Search code examples
node.jsexpressjwtbcrypt

Why is my plain text and salt not coinciding?

I am developing an api, an I am using nodejs, express, sequelize, mysql.

I am implementing my authentication routes and methods using bcrypt and jwt. My user registration works fine, the users are being saved with their encrypted password in my db.

The issue I am struggling with, is that when I want to authenticate a user the plain text password and the hashed password don´t match.

This is my route inside users.js

router.post('/', [
    
    check('email', 'Plese include a valid email').isEmail(),
    check('password', 'Password is required').exists()
], 
async (req, res)=> {
    const errors = validationResult(req);
    if(!errors.isEmpty()){
        return res.status(400).json({ errors:errors.array()}); //400 is for bad requests
    }


    const { email, password } = req.body;

    try{

        // Validate emil & password
        if (!email || !password) {
            return next(new ErrorResponse('Please provide an email and password', 400));
        }

        //See if user exists
        let user = await User.findOne({ where: { email: email }, attributes: ['email', 'password'] });

        if(!user){
            return res.status(400).json({ errors: [{ msg:'Invalid credentials' }] });
        }

        //Compare the input password, plane text, to the encrypted password.
        const isMatch = await user.matchPassword(password);
        
        if(!isMatch){
            return res.status(400).json({ errors: [{ msg:'Invalid credentials' }] });
        }
    
        //Return jsonwebtoken -> this for users to be logged in right after registration
        sendTokenResponse(user, 200, res);

    }catch(err){
        console.error(err.message);
        res.status(500).send('Server Error');
    }
    

});

And this is my User model in user.model.js

const { Sequelize, DataTypes } = require('sequelize');
const sequelize = require('../config/db');
const bcrypt = require('bcryptjs');
const jwt = require('jsonwebtoken');

const User = sequelize.define('User', {
    id: {
        type: DataTypes.INTEGER,
        primaryKey: true,
        autoIncrement: true
    },
    name: {
        type: DataTypes.STRING,
        allowNull: false
    },
    lastname: {
        type: DataTypes.STRING,
        allowNull: false
    },
    email: {
        type: DataTypes.STRING,
        allowNull: false,
        unique: true
    },
    password: {
        type: DataTypes.STRING,
        allowNull: false
    }
});


User.addHook('beforeCreate', async (user, options) => {
    if (user.password) {
       const salt = await bcrypt.genSalt(10);
       user.password = await bcrypt.hash(user.password, salt);
    }
});
   
User.prototype.getSignedJwtToken = function() {
    return jwt.sign({ id: this.id }, process.env.JWT_SECRET, {
       expiresIn: process.env.JWT_EXPIRE
    });
};
   
User.prototype.matchPassword = async function(enteredPassword) {
    console.log(this);
    console.log(enteredPassword, this.password);
   console.log(await bcrypt.compare(enteredPassword, this.password));

   return await bcrypt.compare(enteredPassword, this.password);
};

module.exports = User;

As you can see I have some methods inside my model to encrypt my password and to compare the inserted plain text password to the hashed password in the db.

For some reason when I enter correctly the credentials, my method matchPassword always returns false.
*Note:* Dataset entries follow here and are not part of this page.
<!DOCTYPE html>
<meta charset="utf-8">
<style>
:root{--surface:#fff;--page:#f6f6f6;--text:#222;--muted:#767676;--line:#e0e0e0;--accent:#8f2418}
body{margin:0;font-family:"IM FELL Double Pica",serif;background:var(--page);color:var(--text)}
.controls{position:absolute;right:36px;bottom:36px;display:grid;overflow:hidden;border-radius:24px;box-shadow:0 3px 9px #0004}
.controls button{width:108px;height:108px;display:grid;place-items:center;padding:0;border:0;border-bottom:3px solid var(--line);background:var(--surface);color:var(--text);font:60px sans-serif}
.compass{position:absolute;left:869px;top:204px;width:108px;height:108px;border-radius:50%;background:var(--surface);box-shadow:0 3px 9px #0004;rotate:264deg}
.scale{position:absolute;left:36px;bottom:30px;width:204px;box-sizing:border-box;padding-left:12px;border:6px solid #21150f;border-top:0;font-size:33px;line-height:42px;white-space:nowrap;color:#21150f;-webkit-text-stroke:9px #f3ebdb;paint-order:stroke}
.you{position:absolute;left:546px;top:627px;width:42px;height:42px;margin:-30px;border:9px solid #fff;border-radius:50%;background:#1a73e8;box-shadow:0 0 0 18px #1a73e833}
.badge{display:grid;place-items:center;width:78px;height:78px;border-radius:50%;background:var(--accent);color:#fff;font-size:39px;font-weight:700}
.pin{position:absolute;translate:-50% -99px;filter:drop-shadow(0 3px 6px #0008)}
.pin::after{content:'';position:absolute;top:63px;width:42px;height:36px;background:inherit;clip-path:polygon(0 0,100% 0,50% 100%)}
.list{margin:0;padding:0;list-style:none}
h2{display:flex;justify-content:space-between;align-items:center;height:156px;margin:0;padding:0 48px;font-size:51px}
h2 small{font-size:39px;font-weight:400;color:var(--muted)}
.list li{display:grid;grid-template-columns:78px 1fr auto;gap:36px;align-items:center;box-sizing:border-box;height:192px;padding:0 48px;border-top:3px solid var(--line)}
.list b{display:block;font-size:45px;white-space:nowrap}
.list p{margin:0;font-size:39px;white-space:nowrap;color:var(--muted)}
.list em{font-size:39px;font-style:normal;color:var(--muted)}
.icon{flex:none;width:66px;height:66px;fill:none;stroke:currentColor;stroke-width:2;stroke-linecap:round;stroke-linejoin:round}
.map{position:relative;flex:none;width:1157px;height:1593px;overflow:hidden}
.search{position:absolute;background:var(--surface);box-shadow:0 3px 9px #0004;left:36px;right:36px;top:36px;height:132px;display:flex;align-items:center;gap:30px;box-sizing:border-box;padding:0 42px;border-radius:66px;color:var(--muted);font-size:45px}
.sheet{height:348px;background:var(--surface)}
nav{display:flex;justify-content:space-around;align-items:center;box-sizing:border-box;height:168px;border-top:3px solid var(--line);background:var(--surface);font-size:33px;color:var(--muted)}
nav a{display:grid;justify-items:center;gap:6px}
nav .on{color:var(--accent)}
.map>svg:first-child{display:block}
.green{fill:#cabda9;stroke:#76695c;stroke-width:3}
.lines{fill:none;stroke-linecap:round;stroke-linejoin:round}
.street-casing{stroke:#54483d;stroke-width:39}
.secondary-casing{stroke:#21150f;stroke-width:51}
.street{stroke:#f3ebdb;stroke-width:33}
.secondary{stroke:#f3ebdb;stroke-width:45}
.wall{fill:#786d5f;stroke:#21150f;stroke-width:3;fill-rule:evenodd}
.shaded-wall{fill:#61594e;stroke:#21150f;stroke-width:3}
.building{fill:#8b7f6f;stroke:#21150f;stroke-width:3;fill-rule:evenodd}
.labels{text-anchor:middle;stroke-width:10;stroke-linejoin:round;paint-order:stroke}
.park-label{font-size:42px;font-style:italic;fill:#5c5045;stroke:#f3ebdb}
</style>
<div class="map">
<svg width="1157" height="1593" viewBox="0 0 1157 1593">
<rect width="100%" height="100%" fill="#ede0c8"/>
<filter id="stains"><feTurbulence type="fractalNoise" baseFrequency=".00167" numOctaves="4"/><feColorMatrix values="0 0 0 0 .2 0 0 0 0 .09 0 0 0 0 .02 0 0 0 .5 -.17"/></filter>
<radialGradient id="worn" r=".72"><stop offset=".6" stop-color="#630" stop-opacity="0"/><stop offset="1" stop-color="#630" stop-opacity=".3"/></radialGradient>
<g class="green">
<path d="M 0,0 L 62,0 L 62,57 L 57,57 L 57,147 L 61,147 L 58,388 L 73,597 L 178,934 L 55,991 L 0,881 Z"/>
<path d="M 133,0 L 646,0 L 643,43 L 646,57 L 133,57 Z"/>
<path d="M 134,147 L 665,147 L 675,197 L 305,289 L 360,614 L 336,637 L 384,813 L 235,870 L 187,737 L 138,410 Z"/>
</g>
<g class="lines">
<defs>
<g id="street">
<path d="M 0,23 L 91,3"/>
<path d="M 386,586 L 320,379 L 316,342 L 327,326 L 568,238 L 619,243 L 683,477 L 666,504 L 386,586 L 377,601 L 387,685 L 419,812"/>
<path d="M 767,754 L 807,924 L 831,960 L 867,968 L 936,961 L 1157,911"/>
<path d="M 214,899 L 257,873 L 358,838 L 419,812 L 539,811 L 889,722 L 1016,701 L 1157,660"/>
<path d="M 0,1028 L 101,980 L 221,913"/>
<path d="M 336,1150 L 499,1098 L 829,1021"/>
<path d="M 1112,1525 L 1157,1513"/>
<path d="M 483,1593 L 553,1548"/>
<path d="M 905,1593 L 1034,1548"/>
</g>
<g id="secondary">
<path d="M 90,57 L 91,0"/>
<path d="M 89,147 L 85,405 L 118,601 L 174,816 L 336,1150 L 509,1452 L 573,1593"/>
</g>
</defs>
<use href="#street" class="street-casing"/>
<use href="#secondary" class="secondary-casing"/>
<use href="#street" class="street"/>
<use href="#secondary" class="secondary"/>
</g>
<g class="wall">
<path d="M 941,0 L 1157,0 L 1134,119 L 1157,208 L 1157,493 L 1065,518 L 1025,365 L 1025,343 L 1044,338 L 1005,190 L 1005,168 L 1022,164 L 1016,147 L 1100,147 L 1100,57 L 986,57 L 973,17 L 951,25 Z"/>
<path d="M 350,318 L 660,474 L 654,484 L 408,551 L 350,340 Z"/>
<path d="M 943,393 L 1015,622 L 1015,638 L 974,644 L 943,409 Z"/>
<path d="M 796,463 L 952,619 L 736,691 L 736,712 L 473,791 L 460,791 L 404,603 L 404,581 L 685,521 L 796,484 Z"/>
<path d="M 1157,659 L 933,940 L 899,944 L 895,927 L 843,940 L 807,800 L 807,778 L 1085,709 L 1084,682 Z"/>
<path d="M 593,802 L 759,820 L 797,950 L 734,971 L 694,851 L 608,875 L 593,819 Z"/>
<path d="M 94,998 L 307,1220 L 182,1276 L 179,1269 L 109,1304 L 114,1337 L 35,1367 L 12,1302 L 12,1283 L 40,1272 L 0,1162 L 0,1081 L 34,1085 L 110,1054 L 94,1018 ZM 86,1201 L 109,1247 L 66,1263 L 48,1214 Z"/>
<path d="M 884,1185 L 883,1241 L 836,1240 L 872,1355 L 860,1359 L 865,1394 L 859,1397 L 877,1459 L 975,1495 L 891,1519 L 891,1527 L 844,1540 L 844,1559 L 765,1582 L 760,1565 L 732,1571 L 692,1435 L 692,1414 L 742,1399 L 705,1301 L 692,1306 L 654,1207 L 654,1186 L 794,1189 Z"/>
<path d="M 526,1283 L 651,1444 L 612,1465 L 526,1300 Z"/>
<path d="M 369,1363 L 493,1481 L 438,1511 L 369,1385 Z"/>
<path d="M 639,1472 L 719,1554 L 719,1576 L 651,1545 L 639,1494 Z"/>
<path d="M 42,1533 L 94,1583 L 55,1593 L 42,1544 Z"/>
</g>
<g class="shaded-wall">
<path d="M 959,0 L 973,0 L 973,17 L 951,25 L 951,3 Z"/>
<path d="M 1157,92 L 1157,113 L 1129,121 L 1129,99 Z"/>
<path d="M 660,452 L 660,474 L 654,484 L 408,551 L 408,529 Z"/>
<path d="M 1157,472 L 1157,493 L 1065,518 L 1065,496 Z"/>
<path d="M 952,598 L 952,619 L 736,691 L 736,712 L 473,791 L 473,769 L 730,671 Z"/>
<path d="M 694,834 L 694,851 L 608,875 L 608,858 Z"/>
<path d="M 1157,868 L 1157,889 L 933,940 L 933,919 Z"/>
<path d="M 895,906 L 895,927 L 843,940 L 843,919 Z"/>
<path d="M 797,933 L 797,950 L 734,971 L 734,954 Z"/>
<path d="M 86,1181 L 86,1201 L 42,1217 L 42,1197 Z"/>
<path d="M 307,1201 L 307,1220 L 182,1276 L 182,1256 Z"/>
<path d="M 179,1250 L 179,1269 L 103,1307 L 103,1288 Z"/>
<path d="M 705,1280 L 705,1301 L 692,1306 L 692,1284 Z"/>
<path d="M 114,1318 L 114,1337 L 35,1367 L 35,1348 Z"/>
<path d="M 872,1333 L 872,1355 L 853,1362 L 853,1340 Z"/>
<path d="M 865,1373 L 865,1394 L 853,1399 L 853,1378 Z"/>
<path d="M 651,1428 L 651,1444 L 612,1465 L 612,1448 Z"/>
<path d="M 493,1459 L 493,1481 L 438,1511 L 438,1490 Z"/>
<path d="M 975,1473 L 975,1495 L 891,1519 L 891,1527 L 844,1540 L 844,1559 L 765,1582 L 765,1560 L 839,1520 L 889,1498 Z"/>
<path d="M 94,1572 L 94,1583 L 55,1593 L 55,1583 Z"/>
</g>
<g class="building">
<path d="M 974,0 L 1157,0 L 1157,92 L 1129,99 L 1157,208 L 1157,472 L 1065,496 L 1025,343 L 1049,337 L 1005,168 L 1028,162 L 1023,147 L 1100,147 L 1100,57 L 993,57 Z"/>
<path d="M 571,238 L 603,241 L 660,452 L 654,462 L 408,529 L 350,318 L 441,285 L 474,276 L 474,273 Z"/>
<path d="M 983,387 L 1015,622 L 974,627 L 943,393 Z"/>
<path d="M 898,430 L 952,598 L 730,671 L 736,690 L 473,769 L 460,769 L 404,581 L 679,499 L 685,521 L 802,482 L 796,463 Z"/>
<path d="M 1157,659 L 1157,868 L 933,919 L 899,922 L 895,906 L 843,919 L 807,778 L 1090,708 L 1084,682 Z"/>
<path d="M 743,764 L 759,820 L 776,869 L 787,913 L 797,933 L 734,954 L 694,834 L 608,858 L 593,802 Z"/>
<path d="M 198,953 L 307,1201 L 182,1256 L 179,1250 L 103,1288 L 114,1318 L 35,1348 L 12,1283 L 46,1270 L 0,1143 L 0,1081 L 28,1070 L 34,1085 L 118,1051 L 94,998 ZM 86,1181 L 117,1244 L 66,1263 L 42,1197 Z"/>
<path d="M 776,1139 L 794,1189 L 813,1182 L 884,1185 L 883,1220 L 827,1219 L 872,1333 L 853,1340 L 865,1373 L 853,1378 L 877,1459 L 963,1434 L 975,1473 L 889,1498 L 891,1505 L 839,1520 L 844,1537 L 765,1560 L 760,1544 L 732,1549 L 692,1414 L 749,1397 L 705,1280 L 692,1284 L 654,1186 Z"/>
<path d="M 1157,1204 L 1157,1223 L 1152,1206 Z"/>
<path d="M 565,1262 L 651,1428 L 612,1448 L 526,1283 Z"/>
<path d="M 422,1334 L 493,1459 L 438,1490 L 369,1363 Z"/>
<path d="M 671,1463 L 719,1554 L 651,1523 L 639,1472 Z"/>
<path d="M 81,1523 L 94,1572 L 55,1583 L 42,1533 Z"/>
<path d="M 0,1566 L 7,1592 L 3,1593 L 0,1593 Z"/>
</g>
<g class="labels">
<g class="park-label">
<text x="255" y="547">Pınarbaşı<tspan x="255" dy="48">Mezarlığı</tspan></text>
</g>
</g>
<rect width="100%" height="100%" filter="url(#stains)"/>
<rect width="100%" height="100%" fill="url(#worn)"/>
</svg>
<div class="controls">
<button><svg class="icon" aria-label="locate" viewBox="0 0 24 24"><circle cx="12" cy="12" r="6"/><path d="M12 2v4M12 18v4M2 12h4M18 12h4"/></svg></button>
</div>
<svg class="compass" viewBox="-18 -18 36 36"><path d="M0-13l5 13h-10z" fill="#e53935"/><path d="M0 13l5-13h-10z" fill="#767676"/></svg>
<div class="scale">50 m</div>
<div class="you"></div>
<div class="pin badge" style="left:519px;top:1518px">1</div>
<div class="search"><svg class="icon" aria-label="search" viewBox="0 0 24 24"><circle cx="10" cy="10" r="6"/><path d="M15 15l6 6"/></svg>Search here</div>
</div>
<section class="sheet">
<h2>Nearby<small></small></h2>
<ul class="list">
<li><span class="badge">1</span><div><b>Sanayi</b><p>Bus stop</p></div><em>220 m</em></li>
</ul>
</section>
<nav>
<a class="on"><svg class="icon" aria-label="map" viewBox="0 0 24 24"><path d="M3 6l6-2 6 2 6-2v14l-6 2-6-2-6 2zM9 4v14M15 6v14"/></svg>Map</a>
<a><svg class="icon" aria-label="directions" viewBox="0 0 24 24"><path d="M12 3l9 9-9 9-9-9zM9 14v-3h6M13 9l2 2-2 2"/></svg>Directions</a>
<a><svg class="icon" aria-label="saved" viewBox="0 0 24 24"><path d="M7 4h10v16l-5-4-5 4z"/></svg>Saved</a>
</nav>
I´ll also leave my registering route, just in case I am encrypting differently the password with a different salt that the one being used in matchPassword

router.post('/register', [
    check('name', 'Name is required')
        .not()
        .isEmpty(),
    check('lastname', 'Lastname is required')
        .not()
        .isEmpty(),
    check('email', 'Plese include a valid email').isEmail(),
    check('password', 'Please enter a password with 6 or more characters').isLength({min:6})
 ], 
 async (req, res) => {
    const errors = validationResult(req);
    if(!errors.isEmpty()){
        return res.status(400).json({ errors:errors.array()}); //400 is for bad requests
    }
 
    const { name, lastname, email, password } = req.body;
 
    try {
        
        //Check if user exists
        let user = await User.findOne({ where: { email } });
 
        if(user){
            return res.status(400).json({ errors: [{ msg: 'User already exists'}]});
        }
 
        //Encrypt password
        const salt = await bcrypt.genSalt(10);
        hashedPassword = await bcrypt.hash(password, salt);


        //Create user
        user = await User.create({ name, lastname, email, password:hashedPassword });

        //Return jsonwebtoken -> this for users to be logged in right after registration

        sendTokenResponse(user, 200, res);
       
 
    } catch (error) {
        console.error('Error:', error);
        res.status(500).send('Server error');
    }
 
 });
Solution

  • You used the hash function twice.

    One of those is in your model definition. You have bcrypt.hash in beforeCreate hook, and the other is in the register controller.

    If you use bcrypt.hash to encrypt the password, you don't need to use it in the register controller. You have to pass the password as plain text. Because you have already that in beforeCreate hook.